[Start of section]

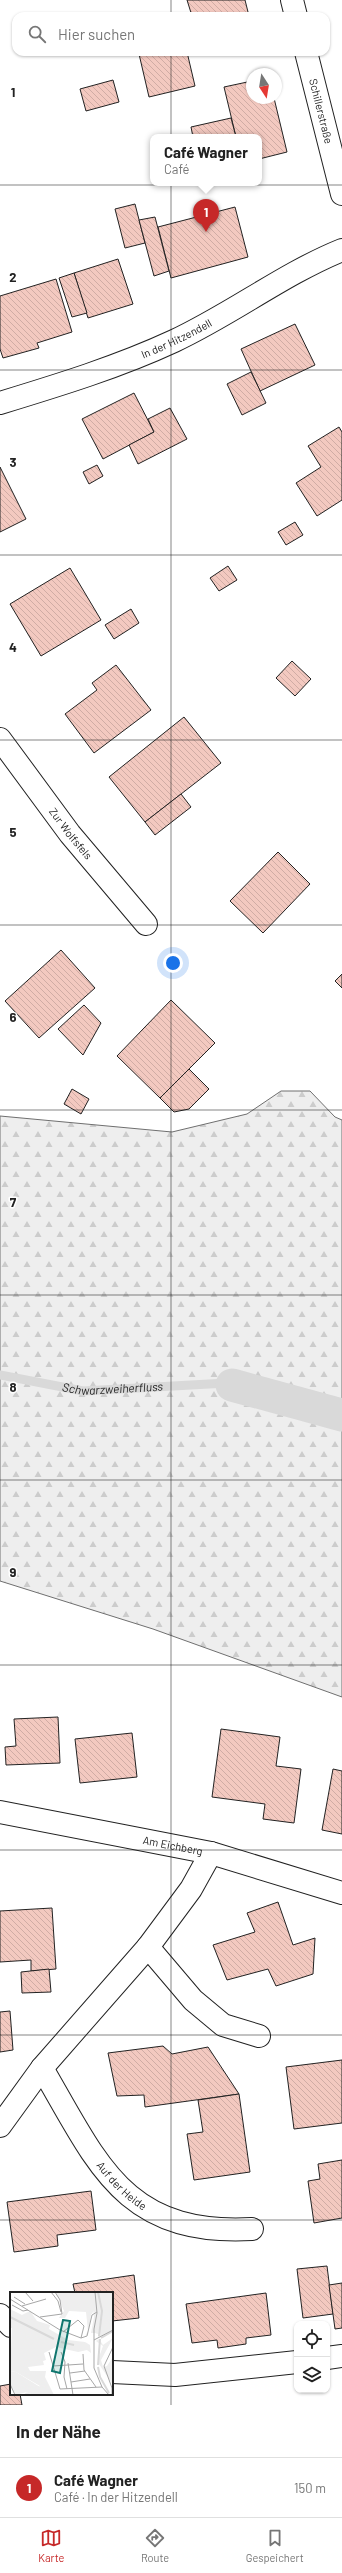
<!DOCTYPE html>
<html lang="de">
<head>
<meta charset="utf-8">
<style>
	:root { --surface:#fff; --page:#f2f2f2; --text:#222; --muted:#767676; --line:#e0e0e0; --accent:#c62828 }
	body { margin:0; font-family:Barlow,sans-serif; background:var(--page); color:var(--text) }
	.controls { position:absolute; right:12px; bottom:12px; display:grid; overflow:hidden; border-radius:8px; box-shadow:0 1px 3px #0004 }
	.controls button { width:36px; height:36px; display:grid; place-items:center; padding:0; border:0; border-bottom:1px solid var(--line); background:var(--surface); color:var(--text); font:20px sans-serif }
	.compass { position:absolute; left:246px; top:68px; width:36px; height:36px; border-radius:50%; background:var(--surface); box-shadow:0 1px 3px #0004; rotate:168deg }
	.you { position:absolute; left:173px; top:963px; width:14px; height:14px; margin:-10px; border:3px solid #fff; border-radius:50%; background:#1a73e8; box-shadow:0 0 0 6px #1a73e833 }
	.badge { display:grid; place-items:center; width:26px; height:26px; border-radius:50%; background:var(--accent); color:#fff; font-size:13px; font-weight:700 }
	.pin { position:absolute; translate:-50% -33px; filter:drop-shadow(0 1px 2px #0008) }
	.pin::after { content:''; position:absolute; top:21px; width:14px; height:12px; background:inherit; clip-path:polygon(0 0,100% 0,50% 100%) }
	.popup { position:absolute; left:150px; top:134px; width:112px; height:52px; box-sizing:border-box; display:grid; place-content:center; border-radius:8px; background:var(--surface); filter:drop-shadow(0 1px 3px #0005); font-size:13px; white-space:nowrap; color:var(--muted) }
	.popup b { font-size:15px; color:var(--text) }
	.popup::after { content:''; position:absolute; left:50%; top:100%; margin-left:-8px; border:8px solid transparent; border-top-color:var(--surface) }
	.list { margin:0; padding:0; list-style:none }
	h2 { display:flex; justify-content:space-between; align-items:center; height:52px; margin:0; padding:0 16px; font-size:17px }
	h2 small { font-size:13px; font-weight:400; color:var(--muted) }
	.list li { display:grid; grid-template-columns:26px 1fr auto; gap:12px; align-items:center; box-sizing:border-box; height:60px; padding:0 16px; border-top:1px solid var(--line) }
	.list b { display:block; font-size:15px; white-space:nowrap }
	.list p { margin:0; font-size:13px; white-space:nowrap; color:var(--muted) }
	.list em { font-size:13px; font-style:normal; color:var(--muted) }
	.icon { flex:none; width:22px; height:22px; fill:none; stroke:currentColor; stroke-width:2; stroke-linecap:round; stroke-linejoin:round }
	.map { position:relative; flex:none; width:342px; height:2405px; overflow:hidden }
	.search { position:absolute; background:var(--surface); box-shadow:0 1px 3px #0004; left:12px; right:12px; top:12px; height:44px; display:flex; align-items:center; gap:10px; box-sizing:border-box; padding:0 14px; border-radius:12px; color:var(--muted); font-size:15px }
	.sheet { height:112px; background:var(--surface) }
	nav { display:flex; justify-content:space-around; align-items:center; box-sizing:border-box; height:56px; border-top:1px solid var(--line); background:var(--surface); font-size:11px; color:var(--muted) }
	nav a { display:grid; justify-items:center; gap:2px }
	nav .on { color:var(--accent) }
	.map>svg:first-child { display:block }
	.forest { fill:url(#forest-firs); stroke:#6f6f6f }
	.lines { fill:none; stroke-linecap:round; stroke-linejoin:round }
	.stream { stroke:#d9d9d9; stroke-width:9 }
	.canal { stroke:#d9d9d9; stroke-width:33 }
	.building { fill:url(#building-back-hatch); stroke:#222 }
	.minor-casing { stroke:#222; stroke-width:24 }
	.minor { stroke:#fff; stroke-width:22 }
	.grid { fill:none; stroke:#222; stroke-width:1; stroke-opacity:0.55 }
	.labels { text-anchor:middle; stroke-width:3; stroke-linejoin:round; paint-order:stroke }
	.street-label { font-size:11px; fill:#222; stroke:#fff }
	.water-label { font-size:12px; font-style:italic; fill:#222; stroke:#fff }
	.inset-river { fill:none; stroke:#d9d9d9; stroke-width:2 }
	.inset-road { fill:none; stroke:#a7a7a7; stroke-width:1 }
	.view { fill:#0f766e; fill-opacity:0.15; stroke:#0f766e; stroke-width:2 }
	.inset-edge { fill:none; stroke:#222; stroke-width:2 }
	.grid-label { font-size:13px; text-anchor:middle; font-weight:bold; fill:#222; stroke:#fff; stroke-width:3; stroke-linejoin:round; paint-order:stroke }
</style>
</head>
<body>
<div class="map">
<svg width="342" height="2405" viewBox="0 0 342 2405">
	<defs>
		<pattern id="forest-firs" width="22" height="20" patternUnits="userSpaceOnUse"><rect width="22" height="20" fill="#eee"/><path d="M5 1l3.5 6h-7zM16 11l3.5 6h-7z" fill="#ccc"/></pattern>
		<pattern id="building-back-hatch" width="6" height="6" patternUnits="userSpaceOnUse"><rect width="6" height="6" fill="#f3c9c0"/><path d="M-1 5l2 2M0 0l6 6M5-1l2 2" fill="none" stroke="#d0aca5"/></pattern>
	</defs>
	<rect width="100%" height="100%" fill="#fff"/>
	<!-- forest -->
	<polygon class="forest" points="281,1091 310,1091 335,1117 342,1120 342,1697 153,1629 0,1581 0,1116 172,1132 247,1114"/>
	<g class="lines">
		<!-- stream -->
		<path class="stream" id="s1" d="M 0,1375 L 83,1391 L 227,1383"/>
		<!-- canal -->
		<polyline class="canal" points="232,1385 342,1415"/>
	</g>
	<!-- building -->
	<g class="building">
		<polygon points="187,0 245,0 249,16 192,16"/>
		<polygon points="134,52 187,52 195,86 149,97 139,54 135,55"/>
		<polygon points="113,80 119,102 86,111 80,89"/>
		<polygon points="252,81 252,98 274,98 287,152 259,159 259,137 236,137 224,87"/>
		<polygon points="231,118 236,137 193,137 191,127"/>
		<polygon points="135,204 145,243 125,248 115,209"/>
		<polygon points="235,207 248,257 171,278 158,227"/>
		<polygon points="155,217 169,271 154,276 139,220"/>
		<polygon points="118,259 133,304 88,318 74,273"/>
		<polygon points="74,273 87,313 72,317 59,278"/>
		<polygon points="56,279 72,332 37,343 39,348 3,358 0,349 0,296"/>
		<polygon points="295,324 315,365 260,391 241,349"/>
		<polygon points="251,372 266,403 242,415 227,384"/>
		<polygon points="134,393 154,432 103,459 82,419"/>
		<polygon points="170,408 187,439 138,464 129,445 154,432 148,419"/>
		<polygon points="339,427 342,432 342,500 317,516 296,483 321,467 308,446"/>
		<polygon points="97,465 103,476 89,484 83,472"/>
		<polygon points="0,467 26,519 0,532"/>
		<polygon points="295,522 303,535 286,545 278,532"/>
		<polygon points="228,566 237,580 219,591 210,578"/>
		<polygon points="70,568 101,620 41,656 10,604"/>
		<polygon points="131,609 139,623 114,639 105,625"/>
		<polygon points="292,661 311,679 295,696 276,678"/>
		<polygon points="116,665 151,710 94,753 65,714 97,690 92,683"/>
		<polygon points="184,717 221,763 145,822 109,777"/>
		<polygon points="181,794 191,807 155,835 145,822"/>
		<polygon points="278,852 310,884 263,933 230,901"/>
		<polygon points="61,950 95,988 39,1038 5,1001"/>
		<polygon points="342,974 342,988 335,981"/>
		<polygon points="171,1000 215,1043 160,1098 117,1056"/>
		<polygon points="84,1005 101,1023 83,1055 58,1029"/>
		<polygon points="189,1069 209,1089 189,1109 174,1112 160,1098"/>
		<polygon points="72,1089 89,1099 81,1114 64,1104"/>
		<polygon points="58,1717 60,1763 6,1765 5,1747 16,1746 14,1719"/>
		<polygon points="221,1729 280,1737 276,1766 301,1769 294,1823 263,1819 265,1804 212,1797"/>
		<polygon points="132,1733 137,1777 80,1783 75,1739"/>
		<polygon points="333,1769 342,1771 342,1834 322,1830"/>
		<polygon points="278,1902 293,1945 315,1938 313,1974 276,1986 268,1969 227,1980 213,1945 255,1932 247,1913"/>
		<polygon points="52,1908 56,1969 31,1971 31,1960 0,1962 0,1911"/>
		<polygon points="49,1969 51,1992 22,1993 21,1972"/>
		<polygon points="10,2011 13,2050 0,2052 0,2012"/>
		<polygon points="163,2046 172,2054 208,2047 239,2094 145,2107 144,2095 117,2096 108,2053"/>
		<polygon points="342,2060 342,2123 294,2129 286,2067"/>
		<polygon points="239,2094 250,2172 194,2180 187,2134 203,2132 198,2100"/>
		<polygon points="342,2160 342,2218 314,2223 308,2181 320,2179 318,2164"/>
		<polygon points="91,2191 96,2230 57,2235 58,2246 14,2252 7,2202"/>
		<polygon points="327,2266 333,2314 303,2318 297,2269"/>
		<polygon points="134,2275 139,2318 112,2321 112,2293 75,2293 73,2284"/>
		<polygon points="342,2283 342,2328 335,2329 329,2285"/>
		<polygon points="266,2293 271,2335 246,2338 246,2344 218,2348 217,2340 192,2343 186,2304"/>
		<polygon points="11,2384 11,2394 20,2394 22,2405 0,2405 0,2386"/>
	</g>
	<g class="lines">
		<defs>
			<g id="minor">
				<polyline points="292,0 296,16"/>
				<path id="s2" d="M 306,52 L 342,194"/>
				<path id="s3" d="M 0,403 C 59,385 118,367 174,341 C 232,314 283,274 342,250"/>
				<path id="s4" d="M 0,739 L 70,834 L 146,924"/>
				<path id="s5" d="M 0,1812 L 211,1853 L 342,1893"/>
				<polyline points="148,1947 193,2000 223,2025 259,2036"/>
				<path id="s6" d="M 42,2068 C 98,2164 124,2236 252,2229"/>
				<polyline points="0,2126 42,2068 148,1947 191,1889 211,1853"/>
				<polyline points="0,2315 11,2326"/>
				<polyline points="327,2358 342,2356"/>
				<polyline points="112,2372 175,2375 297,2362"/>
			</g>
		</defs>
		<!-- minor casing -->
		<use href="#minor" class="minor-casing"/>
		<!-- minor -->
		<use href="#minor" class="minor"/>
	</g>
	<!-- grid -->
	<path class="grid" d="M 171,0 L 171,16M 171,52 L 171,2405M 0,185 L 342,185M 0,370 L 342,370M 0,555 L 342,555M 0,740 L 342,740M 0,925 L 342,925M 0,1110 L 342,1110M 0,1295 L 342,1295M 0,1480 L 342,1480M 0,1665 L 342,1665M 0,1850 L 342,1850M 0,2035 L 342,2035M 0,2220 L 342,2220"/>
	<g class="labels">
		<!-- street labels -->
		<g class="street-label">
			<text dy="4" stroke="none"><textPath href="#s2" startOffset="61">Schillerstraße</textPath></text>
			<text dy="4" stroke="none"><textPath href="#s3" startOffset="188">In der Hitzendell</textPath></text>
			<text dy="4" stroke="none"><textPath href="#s4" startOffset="118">Zur Wolfsfels</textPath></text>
			<text dy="4" stroke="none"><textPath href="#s5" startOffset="176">Am Eichberg</textPath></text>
			<text dy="4" stroke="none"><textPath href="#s6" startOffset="143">Auf der Heide</textPath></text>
		</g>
		<!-- water labels -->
		<g class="water-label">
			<text dy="4" stroke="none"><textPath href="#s1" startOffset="114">Schwarzweiherfluss</textPath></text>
		</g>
	</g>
	<!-- overview -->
	<g transform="translate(10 2292)">
		<rect width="103" height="103" fill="#fff"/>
		<path d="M 0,79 L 6,80 L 30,95 L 20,102 L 17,100 L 5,103 L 0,92 Z" fill="#eee"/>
		<path d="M 46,0 L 84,0 L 85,17 L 81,23 L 78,42 L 75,44 L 78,39 L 76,20 L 59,19 L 55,26 L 49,26 L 46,30 L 54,19 ZM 86,0 L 103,0 L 103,38 L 88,46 L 88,42 L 85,41 ZM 0,17 L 12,23 L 20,19 L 27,29 L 40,33 L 39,37 L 58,48 L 75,50 L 80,53 L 81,61 L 77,58 L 68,60 L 46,55 L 34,61 L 36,68 L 33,69 L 34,73 L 18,75 L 20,79 L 36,79 L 35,85 L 44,103 L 13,103 L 17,100 L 20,102 L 30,94 L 6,80 L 0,79 L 2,36 L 0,36 ZM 103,46 L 91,68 L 93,75 L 97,74 L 103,65 L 103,93 L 89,72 L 89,65 L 93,54 L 86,49 L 89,47 L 93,53 Z" fill="#eee"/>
		<path d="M 81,0 L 88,0 L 92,17 L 89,41 L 81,41 L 84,25 Z" fill="#eee"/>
		<path class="inset-river" d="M 88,0 L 92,19 L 89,44M 0,25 L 44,47M 91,46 L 103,39M 51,50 L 64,53M 88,73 L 90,47M 88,75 L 90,85 L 99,101"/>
		<path class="inset-road" d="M 15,0 L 23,9M 41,0 L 48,9 L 51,20M 85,0 L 87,21 L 84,37 L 84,76 L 92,95 L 99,103M 4,5 L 15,12M 0,7 L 50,38 L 71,46 L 77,44 L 82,23 L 87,20M 2,13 L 13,19 L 18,18M 12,14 L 36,7M 30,25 L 52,22 L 50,8 L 45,0M 53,40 L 68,28 L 74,34 L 71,46M 84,48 L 103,38M 39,60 L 50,97M 51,60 L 55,70 L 54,85 L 57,97M 73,62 L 74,78 L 86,95M 58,71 L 63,103M 43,74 L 73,72M 60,81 L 75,79M 61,90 L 80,87M 0,92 L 5,103M 50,97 L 92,95M 102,103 L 102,96 L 94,74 L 103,55"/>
		<path class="view" d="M 53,28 L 60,29 L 50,81 L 42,79 Z"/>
		<rect width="103" height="103" class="inset-edge"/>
	</g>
	<g class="grid-label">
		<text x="13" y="97">1</text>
		<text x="13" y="282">2</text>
		<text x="13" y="467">3</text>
		<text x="13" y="652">4</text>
		<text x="13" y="837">5</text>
		<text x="13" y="1022">6</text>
		<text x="13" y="1207">7</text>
		<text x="13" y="1392">8</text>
		<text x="13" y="1577">9</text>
	</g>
</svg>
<div class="controls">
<button><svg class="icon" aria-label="locate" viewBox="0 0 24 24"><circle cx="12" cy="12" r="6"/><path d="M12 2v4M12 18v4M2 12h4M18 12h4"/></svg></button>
<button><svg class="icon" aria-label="layers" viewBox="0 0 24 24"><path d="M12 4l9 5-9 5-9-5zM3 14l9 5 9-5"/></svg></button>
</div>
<svg class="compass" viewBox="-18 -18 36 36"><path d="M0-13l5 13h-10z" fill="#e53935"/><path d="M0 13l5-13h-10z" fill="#767676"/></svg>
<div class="you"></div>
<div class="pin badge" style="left:206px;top:232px">1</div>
<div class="popup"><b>Café Wagner</b>Café</div>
<div class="search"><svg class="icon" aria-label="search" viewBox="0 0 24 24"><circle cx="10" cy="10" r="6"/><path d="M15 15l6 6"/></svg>Hier suchen</div>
</div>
<section class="sheet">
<h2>In der Nähe<small></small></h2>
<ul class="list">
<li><span class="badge">1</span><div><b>Café Wagner</b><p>Café · In der Hitzendell</p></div><em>150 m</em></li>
</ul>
</section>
<nav>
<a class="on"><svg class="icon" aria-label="map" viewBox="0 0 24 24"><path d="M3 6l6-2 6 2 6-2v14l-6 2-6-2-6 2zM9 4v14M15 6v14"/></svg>Karte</a>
<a><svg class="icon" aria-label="directions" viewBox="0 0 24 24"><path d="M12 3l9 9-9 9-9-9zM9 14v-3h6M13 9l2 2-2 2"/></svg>Route</a>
<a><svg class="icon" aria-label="saved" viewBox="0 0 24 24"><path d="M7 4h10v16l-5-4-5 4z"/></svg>Gespeichert</a>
</nav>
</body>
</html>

[End of section]

Would you please copy all lines in the data that contain the word "sans"?

Exercise output ->
	body { margin:0; font-family:Barlow,sans-serif; background:var(--page); color:var(--text) }
	.controls button { width:36px; height:36px; display:grid; place-items:center; padding:0; border:0; border-bottom:1px solid var(--line); background:var(--surface); color:var(--text); font:20px sans-serif }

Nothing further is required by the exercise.